The network interface card (NIC) is a key component for the computer requiring communication with an external system. There is a wide selection of motherboards, especially those used in servers that come with an integrated NIC. However, the onboard NIC might not suffice for many use cases since data transfer rates are inadequate for communication with storage arrays and other servers.
For machine learning, a dedicated NIC is a way to go, especially since prices are competitive due to the number of vendors in the market. The network interface card continues to evolve with the latest ones incorporating multi-core CPUs, DDR4 RAM, its own operating system, intelligent capabilities, and more. In fact, the latest ones from companies like Mellanox (Nvidia) call them SmartNICs, which are embedded with DPUs. The DPU takes NICs to another level, in that many data processing tasks are completely offloaded from the CPU. The ideal NIC for a machine learning system depends on the use case.
What is DPU?
According to Nvidia, the DPU (data processing unit) is a new class of processors that is embedded into a SmartNIC that incorporates a plethora of features.
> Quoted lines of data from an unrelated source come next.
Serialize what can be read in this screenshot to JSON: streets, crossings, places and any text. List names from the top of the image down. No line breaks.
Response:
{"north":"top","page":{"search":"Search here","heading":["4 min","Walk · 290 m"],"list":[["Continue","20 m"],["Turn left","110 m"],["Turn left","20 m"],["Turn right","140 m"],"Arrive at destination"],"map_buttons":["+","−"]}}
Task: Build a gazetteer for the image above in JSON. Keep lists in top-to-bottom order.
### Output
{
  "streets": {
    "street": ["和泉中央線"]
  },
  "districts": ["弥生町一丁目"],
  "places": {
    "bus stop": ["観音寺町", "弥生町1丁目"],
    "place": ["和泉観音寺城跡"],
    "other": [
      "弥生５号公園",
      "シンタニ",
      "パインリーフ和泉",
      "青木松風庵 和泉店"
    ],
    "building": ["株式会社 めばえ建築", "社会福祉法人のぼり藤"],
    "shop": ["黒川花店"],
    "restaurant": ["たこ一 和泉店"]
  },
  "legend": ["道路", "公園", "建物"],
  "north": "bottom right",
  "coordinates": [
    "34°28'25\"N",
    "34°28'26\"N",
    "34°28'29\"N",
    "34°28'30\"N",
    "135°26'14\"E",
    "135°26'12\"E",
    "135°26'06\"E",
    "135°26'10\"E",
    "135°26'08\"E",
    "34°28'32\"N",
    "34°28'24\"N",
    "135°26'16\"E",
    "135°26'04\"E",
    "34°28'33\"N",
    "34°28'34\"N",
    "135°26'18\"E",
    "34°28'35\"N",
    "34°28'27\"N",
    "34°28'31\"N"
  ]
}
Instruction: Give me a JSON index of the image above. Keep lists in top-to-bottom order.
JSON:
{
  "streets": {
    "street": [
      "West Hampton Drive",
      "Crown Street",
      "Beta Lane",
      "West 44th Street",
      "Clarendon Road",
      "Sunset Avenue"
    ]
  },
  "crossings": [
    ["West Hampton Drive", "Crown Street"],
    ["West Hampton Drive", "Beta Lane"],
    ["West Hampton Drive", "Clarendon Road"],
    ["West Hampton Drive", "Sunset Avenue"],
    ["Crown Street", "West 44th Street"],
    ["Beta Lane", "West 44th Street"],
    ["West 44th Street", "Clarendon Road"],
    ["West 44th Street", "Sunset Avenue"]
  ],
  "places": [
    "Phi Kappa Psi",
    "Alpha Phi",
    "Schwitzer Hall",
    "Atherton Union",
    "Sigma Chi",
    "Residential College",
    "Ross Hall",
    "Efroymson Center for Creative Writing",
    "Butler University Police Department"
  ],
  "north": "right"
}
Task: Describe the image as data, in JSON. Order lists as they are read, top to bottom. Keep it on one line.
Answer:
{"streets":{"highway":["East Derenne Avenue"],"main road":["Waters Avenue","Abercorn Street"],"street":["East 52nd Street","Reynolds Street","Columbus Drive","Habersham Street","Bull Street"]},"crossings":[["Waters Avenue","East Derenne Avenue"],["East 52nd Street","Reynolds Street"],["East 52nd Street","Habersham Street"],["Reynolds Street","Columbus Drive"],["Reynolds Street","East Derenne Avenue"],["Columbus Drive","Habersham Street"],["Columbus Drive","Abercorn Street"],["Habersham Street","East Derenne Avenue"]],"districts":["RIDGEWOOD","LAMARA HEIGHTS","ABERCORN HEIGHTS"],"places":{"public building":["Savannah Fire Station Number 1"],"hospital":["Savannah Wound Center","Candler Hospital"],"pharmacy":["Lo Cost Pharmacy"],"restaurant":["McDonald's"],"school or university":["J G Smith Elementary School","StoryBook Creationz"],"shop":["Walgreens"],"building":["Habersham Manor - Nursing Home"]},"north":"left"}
Nvidia CEO calls it one of the three pillars of computing along with the CPU and GPU. In short, it acts like an independent system that plugs into a PCIe slot and runs its own multi-core CPU, RAM, and operating system. By doing so, valuable CPU is reserved for other processes and threads. The DPU is an enterprise product to be used in the data center environment for data process intensive workloads like machine learning, big data, deep learning, security, storage, etc.
What functionality can the DPU support? Networking, storage, and security. One extreme example is the AWS Nitro System, which is like a DPU on steroids that does storage, networking, virtualization, security, and much more. Plug it into a PCIe slot and it turns a server into an AWS system. However, current SmartNICs with DPU are not there today but will be someday in the future. Nvidia list the following features of its DPUs.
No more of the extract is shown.